# 1864 Starting issue



## wvcraftsman (Jan 1, 2011)

Not sure what's going on with it. It was parked a few weeks ago after use, and now it won't start. It's getting fuel, but I don't think there is any spark. I pulled one of the plugs to check for spark....nothing. I pulled the other one and I could see spark. Replaced both plugs and nothing again. I had pressure washed it about a month ago. I don't know if water got to the coil somehow or what. I don't even know how to get to the coil. Any ideas?


----------



## HYDROGUARDIAN16 (Feb 14, 2007)

If your tractor has points, Not familiar with the model, but motors I am.
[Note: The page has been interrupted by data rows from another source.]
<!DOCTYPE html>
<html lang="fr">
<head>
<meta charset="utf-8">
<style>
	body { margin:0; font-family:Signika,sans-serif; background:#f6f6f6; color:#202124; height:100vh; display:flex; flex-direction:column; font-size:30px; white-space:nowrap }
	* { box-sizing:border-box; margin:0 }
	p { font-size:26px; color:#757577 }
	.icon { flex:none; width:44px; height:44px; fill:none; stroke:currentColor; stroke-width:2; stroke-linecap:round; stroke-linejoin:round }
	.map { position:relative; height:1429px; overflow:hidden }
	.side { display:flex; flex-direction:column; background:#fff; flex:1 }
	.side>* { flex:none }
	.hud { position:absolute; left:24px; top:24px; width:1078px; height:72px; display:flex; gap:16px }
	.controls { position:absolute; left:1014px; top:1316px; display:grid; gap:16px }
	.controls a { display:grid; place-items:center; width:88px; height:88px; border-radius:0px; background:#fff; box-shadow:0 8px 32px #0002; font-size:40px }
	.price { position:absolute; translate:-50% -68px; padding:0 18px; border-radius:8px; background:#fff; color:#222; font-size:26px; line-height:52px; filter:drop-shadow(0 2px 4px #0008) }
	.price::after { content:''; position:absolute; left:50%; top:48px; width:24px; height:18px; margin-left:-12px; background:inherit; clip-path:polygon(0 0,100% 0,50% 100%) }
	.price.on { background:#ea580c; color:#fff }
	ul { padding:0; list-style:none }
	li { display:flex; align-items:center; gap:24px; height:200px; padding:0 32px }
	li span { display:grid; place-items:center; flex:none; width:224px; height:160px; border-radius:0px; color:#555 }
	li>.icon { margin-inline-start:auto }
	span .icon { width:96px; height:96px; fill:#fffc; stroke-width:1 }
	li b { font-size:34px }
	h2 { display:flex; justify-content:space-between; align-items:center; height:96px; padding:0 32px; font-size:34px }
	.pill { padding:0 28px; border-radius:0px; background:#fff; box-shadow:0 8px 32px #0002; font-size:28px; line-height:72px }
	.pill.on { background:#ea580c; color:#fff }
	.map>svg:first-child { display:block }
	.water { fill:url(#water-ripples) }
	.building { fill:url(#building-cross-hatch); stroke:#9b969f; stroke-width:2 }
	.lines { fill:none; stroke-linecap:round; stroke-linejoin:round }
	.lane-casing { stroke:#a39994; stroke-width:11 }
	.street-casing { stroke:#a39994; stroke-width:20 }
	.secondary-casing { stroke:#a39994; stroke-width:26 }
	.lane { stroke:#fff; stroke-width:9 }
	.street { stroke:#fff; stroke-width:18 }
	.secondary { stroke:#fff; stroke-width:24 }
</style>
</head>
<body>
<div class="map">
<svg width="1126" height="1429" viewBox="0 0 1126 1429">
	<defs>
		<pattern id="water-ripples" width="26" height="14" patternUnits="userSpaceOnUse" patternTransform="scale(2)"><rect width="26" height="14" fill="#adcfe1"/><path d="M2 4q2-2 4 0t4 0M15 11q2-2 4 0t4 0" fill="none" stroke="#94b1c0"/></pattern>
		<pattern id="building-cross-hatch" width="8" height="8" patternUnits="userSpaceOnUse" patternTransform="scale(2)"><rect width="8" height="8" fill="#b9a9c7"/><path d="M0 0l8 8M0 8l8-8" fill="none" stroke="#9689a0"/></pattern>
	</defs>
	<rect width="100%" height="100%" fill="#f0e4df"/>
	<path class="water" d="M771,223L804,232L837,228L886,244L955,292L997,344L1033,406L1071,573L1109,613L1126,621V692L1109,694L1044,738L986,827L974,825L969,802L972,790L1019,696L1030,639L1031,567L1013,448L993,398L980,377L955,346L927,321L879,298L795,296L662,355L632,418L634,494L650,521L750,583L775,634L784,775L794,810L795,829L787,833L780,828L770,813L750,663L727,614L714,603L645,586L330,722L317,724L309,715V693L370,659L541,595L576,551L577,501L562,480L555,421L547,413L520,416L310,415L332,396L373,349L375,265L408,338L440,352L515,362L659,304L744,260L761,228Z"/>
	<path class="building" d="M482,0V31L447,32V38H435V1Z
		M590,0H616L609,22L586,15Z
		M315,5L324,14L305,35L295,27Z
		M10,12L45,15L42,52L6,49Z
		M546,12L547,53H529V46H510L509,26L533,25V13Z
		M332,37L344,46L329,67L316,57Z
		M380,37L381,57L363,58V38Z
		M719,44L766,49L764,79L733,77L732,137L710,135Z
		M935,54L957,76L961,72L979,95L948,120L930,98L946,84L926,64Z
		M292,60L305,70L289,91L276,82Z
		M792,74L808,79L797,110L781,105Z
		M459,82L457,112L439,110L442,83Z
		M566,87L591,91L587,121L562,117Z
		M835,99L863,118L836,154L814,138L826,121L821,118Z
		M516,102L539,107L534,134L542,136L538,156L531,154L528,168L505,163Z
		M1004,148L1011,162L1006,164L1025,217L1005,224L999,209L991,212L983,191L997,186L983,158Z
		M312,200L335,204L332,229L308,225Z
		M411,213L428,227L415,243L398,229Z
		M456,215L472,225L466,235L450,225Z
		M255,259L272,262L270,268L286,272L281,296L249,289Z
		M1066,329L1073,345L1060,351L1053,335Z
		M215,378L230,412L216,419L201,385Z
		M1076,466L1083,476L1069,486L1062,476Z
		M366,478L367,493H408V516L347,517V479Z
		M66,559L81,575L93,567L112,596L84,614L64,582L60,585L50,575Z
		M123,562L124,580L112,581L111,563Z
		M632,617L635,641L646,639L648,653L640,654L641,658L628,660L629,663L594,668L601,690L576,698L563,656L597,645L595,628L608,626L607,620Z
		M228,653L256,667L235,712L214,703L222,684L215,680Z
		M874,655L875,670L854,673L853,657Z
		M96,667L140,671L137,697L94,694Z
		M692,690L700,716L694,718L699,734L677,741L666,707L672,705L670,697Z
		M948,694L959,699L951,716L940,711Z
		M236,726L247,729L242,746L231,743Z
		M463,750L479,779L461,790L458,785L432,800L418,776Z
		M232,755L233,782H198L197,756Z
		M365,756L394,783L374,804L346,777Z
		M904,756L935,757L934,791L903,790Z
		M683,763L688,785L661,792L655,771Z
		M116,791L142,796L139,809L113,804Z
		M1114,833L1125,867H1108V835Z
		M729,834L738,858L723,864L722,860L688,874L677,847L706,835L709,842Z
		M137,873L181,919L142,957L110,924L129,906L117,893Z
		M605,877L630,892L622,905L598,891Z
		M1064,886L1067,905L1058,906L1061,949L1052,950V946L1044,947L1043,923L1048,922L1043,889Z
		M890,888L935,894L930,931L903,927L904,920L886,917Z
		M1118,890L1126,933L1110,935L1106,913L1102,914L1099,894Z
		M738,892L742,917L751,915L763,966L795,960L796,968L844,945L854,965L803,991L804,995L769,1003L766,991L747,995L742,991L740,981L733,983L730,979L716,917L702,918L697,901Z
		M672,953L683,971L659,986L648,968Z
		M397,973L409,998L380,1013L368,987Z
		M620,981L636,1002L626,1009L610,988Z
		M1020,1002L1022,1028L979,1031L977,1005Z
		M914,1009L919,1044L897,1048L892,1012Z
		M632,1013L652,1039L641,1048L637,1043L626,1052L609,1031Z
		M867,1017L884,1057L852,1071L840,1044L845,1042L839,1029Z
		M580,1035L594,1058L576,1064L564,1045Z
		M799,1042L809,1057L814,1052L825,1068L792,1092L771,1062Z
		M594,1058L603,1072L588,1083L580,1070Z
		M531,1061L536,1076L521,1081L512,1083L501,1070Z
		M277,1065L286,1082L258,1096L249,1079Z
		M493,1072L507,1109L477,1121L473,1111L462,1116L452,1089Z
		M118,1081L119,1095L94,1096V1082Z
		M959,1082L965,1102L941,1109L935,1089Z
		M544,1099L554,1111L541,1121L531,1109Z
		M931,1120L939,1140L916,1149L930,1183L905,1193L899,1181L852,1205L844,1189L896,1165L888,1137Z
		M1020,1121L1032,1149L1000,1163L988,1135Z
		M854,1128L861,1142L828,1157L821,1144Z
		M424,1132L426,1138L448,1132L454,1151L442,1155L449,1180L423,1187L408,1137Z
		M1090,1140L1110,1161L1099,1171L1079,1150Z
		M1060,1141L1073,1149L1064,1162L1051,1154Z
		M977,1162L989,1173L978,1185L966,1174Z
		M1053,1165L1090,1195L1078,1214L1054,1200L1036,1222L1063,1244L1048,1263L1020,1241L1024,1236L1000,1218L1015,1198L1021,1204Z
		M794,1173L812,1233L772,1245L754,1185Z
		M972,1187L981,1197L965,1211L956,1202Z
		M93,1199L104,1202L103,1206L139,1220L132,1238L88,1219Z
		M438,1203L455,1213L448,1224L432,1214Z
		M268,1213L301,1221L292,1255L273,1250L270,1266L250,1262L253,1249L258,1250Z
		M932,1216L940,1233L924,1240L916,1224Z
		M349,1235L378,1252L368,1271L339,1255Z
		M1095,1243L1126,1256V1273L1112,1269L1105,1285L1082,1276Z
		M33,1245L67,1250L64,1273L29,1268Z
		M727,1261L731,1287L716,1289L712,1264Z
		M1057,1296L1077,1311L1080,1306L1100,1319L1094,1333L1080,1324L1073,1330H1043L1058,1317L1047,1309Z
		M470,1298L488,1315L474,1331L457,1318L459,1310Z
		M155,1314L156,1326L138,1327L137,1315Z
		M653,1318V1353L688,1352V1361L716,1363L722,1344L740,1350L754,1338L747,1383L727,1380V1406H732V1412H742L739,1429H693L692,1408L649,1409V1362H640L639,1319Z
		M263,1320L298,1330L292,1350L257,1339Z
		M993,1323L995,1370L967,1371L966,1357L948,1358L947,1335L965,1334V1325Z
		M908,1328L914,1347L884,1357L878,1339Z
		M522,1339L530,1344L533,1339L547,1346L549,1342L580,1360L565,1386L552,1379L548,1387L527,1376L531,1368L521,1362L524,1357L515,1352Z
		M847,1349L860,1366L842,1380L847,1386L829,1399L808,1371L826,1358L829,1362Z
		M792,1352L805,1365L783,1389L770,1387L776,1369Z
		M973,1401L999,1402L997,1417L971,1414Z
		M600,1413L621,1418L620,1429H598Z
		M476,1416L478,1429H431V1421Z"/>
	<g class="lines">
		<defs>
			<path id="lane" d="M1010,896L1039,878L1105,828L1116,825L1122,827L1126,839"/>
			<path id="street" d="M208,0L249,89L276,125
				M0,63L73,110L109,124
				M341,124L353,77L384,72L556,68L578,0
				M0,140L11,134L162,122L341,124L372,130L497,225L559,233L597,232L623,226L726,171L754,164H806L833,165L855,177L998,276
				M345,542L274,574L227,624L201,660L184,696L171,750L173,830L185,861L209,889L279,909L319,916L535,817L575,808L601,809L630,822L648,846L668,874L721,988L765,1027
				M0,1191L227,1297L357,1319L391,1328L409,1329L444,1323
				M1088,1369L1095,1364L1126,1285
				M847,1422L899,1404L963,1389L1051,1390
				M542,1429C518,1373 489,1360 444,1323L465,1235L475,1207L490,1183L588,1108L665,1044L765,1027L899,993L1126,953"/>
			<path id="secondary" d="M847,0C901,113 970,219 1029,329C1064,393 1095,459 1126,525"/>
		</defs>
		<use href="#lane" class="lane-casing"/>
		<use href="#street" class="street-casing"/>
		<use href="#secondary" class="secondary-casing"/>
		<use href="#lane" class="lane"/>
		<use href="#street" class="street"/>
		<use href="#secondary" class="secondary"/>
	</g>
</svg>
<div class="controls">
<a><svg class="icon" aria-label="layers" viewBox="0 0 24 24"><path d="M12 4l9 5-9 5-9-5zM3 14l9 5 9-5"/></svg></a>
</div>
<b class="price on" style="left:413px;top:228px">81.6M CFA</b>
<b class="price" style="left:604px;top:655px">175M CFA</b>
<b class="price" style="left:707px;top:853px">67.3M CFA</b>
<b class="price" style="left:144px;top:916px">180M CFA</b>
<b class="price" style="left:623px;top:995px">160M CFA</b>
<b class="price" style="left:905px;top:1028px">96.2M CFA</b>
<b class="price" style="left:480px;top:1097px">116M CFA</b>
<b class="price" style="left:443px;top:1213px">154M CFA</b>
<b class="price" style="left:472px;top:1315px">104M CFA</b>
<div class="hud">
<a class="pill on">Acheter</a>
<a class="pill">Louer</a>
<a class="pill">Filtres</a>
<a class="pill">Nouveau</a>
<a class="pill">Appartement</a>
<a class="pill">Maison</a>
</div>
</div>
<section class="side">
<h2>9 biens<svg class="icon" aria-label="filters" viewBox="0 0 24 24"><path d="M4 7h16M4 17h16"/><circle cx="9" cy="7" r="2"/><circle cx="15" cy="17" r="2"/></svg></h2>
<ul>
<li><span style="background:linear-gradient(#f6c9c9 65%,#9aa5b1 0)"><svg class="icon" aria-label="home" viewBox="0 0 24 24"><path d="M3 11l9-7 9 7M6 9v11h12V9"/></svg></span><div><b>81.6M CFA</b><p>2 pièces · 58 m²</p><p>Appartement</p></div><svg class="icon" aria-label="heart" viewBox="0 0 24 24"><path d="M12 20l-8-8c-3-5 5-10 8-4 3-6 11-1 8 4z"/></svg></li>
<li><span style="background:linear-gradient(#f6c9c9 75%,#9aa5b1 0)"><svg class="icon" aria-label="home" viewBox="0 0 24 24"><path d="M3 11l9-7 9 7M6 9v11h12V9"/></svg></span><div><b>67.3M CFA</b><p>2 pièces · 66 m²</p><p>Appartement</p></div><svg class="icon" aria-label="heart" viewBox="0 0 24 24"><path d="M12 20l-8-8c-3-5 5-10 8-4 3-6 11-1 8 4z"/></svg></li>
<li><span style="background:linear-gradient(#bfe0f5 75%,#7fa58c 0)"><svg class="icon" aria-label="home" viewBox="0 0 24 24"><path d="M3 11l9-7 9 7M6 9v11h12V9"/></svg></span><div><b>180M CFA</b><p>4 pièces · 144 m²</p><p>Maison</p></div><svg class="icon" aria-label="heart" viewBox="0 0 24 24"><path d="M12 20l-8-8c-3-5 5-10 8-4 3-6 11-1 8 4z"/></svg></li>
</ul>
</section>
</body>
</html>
If it has points, the water got inside the cover and is shorting out. Its common for water to short out the system. If it has points pull the cover off and air dry the points. Thats about it for me.


----------



## wvcraftsman (Jan 1, 2011)

Is there a good service manual out there? I looked at the service manual from the Kohler site, but it has so many models combined together, it's pretty useless.


----------



## wvcraftsman (Jan 1, 2011)

POC still won't start. I put it on a trailer to take it somewhere (service dealer, junk yard) and tried it one time while on trailer and it started. Shut it off and started it again several times. Unloaded it and mowed the lawn and parked it. Now it won't start again. Any ideas?


----------



## jhngardner367 (Apr 5, 2011)

It sounds like the condensor, for the points,is heating up,and that usually makes them quit.It was a common problem with any of the older vehicles,and equipment.Try replacing the condensor(you can use any .025microfarad condensor),and it should take care of the problem.The other thing that could cause it,is a coil that's starting to go bad.These are the two most common problems with the kohler system.One other thing to check,is the + feed to the coil(tight/clean).


----------